Monday, December 26, 2011

How do you get a kid to take icky medicine?

While not an official reader question, I discussed this today with the nurse practitioner at a local walk in clinic while she was trying to prescribe medicine to my sick kid, (we'll call her "Princess," she's 10) She's asthmatic and now has pneumonia. The NP was trying to decide what to give her and Princess was critiquing her medicine choices. "Is that a big pill? I don't like big pills...Is that a liquid? Does it taste gross? I hate gross liquids" While I encourage the kids to play an active part in their medical care, since they need to be willing participants, especially with medicine, this was getting crazy. Because I knew there were 7 other people on the waiting list and this nurse hadn't had lunch yet, I suggested we just go with the traditional zithromax and prednisone. I suggested orapred, which isn't so bad, but Princess said no liquid steroids. (one course of prelone in one's lifetime will make anyone scared of liquid steroids. I'm 42 and I can still taste the horrific liquid my mom gave me when I was about 7!) I told the NP to just rx the tablets and I'd 'fix them' so she'd take them. Princess was happy with that. The NPs ears pricked up and she wanted to know my secret for making prednisone tolerable!

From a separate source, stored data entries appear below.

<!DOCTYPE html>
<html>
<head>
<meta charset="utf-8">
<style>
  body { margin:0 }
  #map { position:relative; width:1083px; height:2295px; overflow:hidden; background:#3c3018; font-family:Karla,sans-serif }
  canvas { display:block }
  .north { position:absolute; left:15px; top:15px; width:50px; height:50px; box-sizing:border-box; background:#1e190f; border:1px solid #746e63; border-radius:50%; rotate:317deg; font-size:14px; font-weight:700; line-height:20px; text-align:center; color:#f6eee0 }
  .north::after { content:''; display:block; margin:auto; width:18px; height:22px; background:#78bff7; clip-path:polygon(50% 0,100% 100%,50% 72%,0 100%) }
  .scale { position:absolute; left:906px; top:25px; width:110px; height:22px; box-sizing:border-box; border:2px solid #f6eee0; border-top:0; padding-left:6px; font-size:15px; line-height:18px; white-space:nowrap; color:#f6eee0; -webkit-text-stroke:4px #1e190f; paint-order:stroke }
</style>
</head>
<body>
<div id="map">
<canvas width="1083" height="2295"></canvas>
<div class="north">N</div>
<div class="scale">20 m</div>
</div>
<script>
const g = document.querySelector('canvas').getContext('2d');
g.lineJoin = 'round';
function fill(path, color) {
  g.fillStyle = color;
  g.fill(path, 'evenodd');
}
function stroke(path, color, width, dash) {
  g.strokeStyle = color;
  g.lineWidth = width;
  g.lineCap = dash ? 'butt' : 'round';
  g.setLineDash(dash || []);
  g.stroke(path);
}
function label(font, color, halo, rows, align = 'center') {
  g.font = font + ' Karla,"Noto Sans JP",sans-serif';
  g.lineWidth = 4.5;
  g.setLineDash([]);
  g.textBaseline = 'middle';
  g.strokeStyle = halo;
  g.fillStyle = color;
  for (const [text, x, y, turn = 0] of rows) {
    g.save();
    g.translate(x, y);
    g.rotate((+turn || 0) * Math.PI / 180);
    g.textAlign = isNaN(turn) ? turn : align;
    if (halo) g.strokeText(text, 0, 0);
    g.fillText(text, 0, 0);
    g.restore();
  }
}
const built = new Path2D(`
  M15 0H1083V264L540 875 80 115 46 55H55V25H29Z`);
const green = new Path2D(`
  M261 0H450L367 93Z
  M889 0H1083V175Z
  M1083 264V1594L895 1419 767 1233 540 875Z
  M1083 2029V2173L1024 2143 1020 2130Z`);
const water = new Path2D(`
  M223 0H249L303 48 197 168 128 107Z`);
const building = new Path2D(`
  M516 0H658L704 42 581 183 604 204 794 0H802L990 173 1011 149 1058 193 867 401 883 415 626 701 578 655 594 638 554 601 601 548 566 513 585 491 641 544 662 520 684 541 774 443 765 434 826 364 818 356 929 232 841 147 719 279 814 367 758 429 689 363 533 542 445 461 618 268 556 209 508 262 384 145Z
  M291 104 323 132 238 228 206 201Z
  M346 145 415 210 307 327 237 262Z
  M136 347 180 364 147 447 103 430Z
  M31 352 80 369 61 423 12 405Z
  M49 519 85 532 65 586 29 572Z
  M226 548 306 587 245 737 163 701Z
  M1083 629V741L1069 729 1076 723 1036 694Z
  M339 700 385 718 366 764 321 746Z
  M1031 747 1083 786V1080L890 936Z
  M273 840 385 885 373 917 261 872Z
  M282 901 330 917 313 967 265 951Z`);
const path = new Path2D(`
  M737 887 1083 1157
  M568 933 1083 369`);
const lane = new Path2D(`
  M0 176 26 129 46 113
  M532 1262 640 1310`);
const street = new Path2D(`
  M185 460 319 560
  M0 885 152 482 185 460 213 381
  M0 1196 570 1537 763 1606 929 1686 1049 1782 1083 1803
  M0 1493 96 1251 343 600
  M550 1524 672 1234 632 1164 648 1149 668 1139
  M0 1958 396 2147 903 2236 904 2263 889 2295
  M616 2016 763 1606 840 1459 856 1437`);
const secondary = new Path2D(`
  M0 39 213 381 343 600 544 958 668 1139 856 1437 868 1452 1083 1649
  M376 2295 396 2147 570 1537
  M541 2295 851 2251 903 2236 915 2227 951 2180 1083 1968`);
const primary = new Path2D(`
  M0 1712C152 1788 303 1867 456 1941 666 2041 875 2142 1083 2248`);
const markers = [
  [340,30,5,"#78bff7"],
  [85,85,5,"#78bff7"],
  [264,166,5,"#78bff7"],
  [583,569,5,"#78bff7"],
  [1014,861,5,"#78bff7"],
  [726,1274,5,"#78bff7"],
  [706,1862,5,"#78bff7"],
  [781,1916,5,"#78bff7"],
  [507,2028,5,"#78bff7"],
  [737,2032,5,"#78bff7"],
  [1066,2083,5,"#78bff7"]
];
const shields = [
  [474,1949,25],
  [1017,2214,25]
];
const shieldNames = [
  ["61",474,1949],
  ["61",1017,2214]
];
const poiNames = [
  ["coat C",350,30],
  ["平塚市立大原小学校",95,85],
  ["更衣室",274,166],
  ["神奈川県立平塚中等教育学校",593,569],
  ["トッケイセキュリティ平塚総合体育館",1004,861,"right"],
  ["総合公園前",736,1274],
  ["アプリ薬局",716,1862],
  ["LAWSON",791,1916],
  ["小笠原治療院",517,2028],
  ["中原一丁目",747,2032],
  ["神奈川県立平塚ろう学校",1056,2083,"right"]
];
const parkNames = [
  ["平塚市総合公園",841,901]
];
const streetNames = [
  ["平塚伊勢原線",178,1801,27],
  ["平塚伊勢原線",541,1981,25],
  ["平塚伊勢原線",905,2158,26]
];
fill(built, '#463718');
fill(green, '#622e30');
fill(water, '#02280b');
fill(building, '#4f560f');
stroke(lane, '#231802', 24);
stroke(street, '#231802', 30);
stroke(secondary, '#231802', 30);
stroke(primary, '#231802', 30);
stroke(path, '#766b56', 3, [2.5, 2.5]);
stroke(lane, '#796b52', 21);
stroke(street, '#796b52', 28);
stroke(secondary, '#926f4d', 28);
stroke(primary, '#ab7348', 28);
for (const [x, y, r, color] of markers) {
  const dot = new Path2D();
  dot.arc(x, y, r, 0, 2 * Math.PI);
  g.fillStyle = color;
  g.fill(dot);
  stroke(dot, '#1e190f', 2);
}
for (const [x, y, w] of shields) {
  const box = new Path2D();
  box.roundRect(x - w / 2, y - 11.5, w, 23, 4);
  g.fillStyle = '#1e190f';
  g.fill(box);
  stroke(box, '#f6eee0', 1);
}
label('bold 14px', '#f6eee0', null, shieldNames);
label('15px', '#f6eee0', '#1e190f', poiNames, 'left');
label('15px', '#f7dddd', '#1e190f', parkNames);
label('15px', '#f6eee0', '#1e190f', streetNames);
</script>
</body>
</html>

Over the years, I've been told various 'secret tricks' from doctors and pharmacists. One said to give the kids a spoonful of jelly before the medicine, one claimed the liquid from a jar of maraschino cherries before and after the medicine would block the taste, peanut butter, chocolate syrup, pancake syrup, soda, I think I've heard them all. I've also tried them all. Heck, one year I gave my oldest kid $1 for every dose of prelone he didn't throw up on me! The closest we've come to really masking the taste is chocolate. Letting the kids suck on a chocolate kiss before and after the medicine helped a little, but a few years ago, I took it to the next level. Chocolate coating!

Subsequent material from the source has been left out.